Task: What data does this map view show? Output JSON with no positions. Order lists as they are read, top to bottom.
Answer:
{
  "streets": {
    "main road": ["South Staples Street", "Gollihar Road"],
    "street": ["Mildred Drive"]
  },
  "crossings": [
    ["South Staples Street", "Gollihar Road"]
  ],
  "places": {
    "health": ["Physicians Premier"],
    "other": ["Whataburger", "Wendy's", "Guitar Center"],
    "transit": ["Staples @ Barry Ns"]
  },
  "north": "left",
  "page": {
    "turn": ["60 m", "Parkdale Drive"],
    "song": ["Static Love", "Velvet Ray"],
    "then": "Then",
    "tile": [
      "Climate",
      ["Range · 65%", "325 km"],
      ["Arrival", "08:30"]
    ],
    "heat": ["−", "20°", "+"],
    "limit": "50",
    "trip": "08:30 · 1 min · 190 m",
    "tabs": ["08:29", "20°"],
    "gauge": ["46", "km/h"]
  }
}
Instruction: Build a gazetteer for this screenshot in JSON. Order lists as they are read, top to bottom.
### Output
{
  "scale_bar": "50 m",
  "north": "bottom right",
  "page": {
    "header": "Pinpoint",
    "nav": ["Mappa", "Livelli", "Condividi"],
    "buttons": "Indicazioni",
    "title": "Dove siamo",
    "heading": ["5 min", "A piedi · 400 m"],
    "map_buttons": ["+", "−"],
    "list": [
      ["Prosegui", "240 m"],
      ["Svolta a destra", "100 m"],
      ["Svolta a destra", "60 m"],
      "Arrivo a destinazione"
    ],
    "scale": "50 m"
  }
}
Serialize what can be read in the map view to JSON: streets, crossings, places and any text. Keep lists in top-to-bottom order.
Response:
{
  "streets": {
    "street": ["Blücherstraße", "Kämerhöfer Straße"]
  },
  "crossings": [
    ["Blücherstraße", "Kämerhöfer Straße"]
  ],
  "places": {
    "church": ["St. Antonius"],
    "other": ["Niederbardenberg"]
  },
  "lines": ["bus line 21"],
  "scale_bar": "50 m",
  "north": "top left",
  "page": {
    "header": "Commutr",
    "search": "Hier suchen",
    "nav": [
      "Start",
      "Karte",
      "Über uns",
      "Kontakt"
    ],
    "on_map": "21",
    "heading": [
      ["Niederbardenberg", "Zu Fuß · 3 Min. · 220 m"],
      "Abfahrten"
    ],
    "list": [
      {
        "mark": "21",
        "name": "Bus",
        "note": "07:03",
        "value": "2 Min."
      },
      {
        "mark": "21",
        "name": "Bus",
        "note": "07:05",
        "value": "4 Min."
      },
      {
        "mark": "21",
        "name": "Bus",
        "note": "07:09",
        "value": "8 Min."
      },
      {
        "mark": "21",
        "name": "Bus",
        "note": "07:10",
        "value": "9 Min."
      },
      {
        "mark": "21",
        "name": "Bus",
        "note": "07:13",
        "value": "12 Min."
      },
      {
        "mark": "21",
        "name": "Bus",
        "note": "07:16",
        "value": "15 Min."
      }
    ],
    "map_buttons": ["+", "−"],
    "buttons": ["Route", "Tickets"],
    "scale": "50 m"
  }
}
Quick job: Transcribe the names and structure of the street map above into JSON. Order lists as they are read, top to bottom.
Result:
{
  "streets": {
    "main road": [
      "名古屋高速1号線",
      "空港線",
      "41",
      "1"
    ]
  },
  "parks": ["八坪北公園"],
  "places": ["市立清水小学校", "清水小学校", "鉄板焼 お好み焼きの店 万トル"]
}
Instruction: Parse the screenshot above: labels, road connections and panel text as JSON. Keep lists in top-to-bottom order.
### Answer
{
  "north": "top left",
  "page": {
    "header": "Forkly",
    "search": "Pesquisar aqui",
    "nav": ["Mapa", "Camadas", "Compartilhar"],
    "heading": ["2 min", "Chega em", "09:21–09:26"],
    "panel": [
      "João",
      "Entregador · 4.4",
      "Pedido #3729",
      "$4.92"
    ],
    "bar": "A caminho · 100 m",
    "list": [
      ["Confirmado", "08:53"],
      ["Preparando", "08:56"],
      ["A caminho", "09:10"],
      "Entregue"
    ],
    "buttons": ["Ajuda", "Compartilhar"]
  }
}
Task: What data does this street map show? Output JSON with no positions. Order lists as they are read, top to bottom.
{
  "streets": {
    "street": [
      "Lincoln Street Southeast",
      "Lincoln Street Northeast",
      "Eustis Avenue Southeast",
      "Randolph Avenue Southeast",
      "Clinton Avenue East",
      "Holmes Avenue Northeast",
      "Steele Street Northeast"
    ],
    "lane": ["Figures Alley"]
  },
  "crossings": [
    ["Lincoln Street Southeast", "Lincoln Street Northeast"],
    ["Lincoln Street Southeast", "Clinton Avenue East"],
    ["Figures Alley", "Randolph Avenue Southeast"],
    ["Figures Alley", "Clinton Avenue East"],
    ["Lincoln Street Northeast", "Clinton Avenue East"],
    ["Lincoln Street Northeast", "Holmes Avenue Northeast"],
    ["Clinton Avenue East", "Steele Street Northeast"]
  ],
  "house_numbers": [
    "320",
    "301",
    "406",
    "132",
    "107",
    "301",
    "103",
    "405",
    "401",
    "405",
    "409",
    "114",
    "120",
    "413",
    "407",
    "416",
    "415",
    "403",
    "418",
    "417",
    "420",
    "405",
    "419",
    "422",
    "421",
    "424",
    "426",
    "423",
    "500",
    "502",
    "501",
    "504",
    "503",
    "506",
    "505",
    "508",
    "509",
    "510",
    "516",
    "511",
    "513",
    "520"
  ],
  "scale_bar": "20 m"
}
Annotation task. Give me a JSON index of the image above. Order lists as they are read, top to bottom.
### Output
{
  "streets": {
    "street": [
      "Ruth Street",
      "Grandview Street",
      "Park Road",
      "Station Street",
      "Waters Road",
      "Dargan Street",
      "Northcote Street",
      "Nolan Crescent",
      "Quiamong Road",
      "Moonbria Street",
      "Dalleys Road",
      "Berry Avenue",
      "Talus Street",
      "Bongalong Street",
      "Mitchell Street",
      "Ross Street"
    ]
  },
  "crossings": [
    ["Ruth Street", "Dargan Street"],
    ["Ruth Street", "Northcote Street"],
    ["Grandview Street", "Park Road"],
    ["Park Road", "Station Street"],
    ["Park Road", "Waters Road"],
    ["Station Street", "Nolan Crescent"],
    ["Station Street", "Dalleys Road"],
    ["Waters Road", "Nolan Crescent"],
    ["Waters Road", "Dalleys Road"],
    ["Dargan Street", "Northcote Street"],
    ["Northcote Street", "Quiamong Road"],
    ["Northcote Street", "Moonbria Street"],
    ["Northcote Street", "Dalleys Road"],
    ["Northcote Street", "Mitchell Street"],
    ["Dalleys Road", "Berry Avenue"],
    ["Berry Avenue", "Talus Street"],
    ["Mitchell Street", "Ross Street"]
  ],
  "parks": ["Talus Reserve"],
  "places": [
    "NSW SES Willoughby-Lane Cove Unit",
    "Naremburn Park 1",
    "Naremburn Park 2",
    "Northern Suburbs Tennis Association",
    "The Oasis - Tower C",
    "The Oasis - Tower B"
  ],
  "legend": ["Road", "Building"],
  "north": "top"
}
________________
* REQUIREMENT *
The records need to be set down again without a single difference.

* ANSWER FOR THIS EXERCISE *
Task: What data does this map view show? Output JSON with no positions. Order lists as they are read, top to bottom.
Answer:
{
  "streets": {
    "main road": ["South Staples Street", "Gollihar Road"],
    "street": ["Mildred Drive"]
  },
  "crossings": [
    ["South Staples Street", "Gollihar Road"]
  ],
  "places": {
    "health": ["Physicians Premier"],
    "other": ["Whataburger", "Wendy's", "Guitar Center"],
    "transit": ["Staples @ Barry Ns"]
  },
  "north": "left",
  "page": {
    "turn": ["60 m", "Parkdale Drive"],
    "song": ["Static Love", "Velvet Ray"],
    "then": "Then",
    "tile": [
      "Climate",
      ["Range · 65%", "325 km"],
      ["Arrival", "08:30"]
    ],
    "heat": ["−", "20°", "+"],
    "limit": "50",
    "trip": "08:30 · 1 min · 190 m",
    "tabs": ["08:29", "20°"],
    "gauge": ["46", "km/h"]
  }
}
Instruction: Build a gazetteer for this screenshot in JSON. Order lists as they are read, top to bottom.
### Output
{
  "scale_bar": "50 m",
  "north": "bottom right",
  "page": {
    "header": "Pinpoint",
    "nav": ["Mappa", "Livelli", "Condividi"],
    "buttons": "Indicazioni",
    "title": "Dove siamo",
    "heading": ["5 min", "A piedi · 400 m"],
    "map_buttons": ["+", "−"],
    "list": [
      ["Prosegui", "240 m"],
      ["Svolta a destra", "100 m"],
      ["Svolta a destra", "60 m"],
      "Arrivo a destinazione"
    ],
    "scale": "50 m"
  }
}
Serialize what can be read in the map view to JSON: streets, crossings, places and any text. Keep lists in top-to-bottom order.
Response:
{
  "streets": {
    "street": ["Blücherstraße", "Kämerhöfer Straße"]
  },
  "crossings": [
    ["Blücherstraße", "Kämerhöfer Straße"]
  ],
  "places": {
    "church": ["St. Antonius"],
    "other": ["Niederbardenberg"]
  },
  "lines": ["bus line 21"],
  "scale_bar": "50 m",
  "north": "top left",
  "page": {
    "header": "Commutr",
    "search": "Hier suchen",
    "nav": [
      "Start",
      "Karte",
      "Über uns",
      "Kontakt"
    ],
    "on_map": "21",
    "heading": [
      ["Niederbardenberg", "Zu Fuß · 3 Min. · 220 m"],
      "Abfahrten"
    ],
    "list": [
      {
        "mark": "21",
        "name": "Bus",
        "note": "07:03",
        "value": "2 Min."
      },
      {
        "mark": "21",
        "name": "Bus",
        "note": "07:05",
        "value": "4 Min."
      },
      {
        "mark": "21",
        "name": "Bus",
        "note": "07:09",
        "value": "8 Min."
      },
      {
        "mark": "21",
        "name": "Bus",
        "note": "07:10",
        "value": "9 Min."
      },
      {
        "mark": "21",
        "name": "Bus",
        "note": "07:13",
        "value": "12 Min."
      },
      {
        "mark": "21",
        "name": "Bus",
        "note": "07:16",
        "value": "15 Min."
      }
    ],
    "map_buttons": ["+", "−"],
    "buttons": ["Route", "Tickets"],
    "scale": "50 m"
  }
}
Quick job: Transcribe the names and structure of the street map above into JSON. Order lists as they are read, top to bottom.
Result:
{
  "streets": {
    "main road": [
      "名古屋高速1号線",
      "空港線",
      "41",
      "1"
    ]
  },
  "parks": ["八坪北公園"],
  "places": ["市立清水小学校", "清水小学校", "鉄板焼 お好み焼きの店 万トル"]
}
Instruction: Parse the screenshot above: labels, road connections and panel text as JSON. Keep lists in top-to-bottom order.
### Answer
{
  "north": "top left",
  "page": {
    "header": "Forkly",
    "search": "Pesquisar aqui",
    "nav": ["Mapa", "Camadas", "Compartilhar"],
    "heading": ["2 min", "Chega em", "09:21–09:26"],
    "panel": [
      "João",
      "Entregador · 4.4",
      "Pedido #3729",
      "$4.92"
    ],
    "bar": "A caminho · 100 m",
    "list": [
      ["Confirmado", "08:53"],
      ["Preparando", "08:56"],
      ["A caminho", "09:10"],
      "Entregue"
    ],
    "buttons": ["Ajuda", "Compartilhar"]
  }
}
Task: What data does this street map show? Output JSON with no positions. Order lists as they are read, top to bottom.
{
  "streets": {
    "street": [
      "Lincoln Street Southeast",
      "Lincoln Street Northeast",
      "Eustis Avenue Southeast",
      "Randolph Avenue Southeast",
      "Clinton Avenue East",
      "Holmes Avenue Northeast",
      "Steele Street Northeast"
    ],
    "lane": ["Figures Alley"]
  },
  "crossings": [
    ["Lincoln Street Southeast", "Lincoln Street Northeast"],
    ["Lincoln Street Southeast", "Clinton Avenue East"],
    ["Figures Alley", "Randolph Avenue Southeast"],
    ["Figures Alley", "Clinton Avenue East"],
    ["Lincoln Street Northeast", "Clinton Avenue East"],
    ["Lincoln Street Northeast", "Holmes Avenue Northeast"],
    ["Clinton Avenue East", "Steele Street Northeast"]
  ],
  "house_numbers": [
    "320",
    "301",
    "406",
    "132",
    "107",
    "301",
    "103",
    "405",
    "401",
    "405",
    "409",
    "114",
    "120",
    "413",
    "407",
    "416",
    "415",
    "403",
    "418",
    "417",
    "420",
    "405",
    "419",
    "422",
    "421",
    "424",
    "426",
    "423",
    "500",
    "502",
    "501",
    "504",
    "503",
    "506",
    "505",
    "508",
    "509",
    "510",
    "516",
    "511",
    "513",
    "520"
  ],
  "scale_bar": "20 m"
}
Annotation task. Give me a JSON index of the image above. Order lists as they are read, top to bottom.
### Output
{
  "streets": {
    "street": [
      "Ruth Street",
      "Grandview Street",
      "Park Road",
      "Station Street",
      "Waters Road",
      "Dargan Street",
      "Northcote Street",
      "Nolan Crescent",
      "Quiamong Road",
      "Moonbria Street",
      "Dalleys Road",
      "Berry Avenue",
      "Talus Street",
      "Bongalong Street",
      "Mitchell Street",
      "Ross Street"
    ]
  },
  "crossings": [
    ["Ruth Street", "Dargan Street"],
    ["Ruth Street", "Northcote Street"],
    ["Grandview Street", "Park Road"],
    ["Park Road", "Station Street"],
    ["Park Road", "Waters Road"],
    ["Station Street", "Nolan Crescent"],
    ["Station Street", "Dalleys Road"],
    ["Waters Road", "Nolan Crescent"],
    ["Waters Road", "Dalleys Road"],
    ["Dargan Street", "Northcote Street"],
    ["Northcote Street", "Quiamong Road"],
    ["Northcote Street", "Moonbria Street"],
    ["Northcote Street", "Dalleys Road"],
    ["Northcote Street", "Mitchell Street"],
    ["Dalleys Road", "Berry Avenue"],
    ["Berry Avenue", "Talus Street"],
    ["Mitchell Street", "Ross Street"]
  ],
  "parks": ["Talus Reserve"],
  "places": [
    "NSW SES Willoughby-Lane Cove Unit",
    "Naremburn Park 1",
    "Naremburn Park 2",
    "Northern Suburbs Tennis Association",
    "The Oasis - Tower C",
    "The Oasis - Tower B"
  ],
  "legend": ["Road", "Building"],
  "north": "top"
}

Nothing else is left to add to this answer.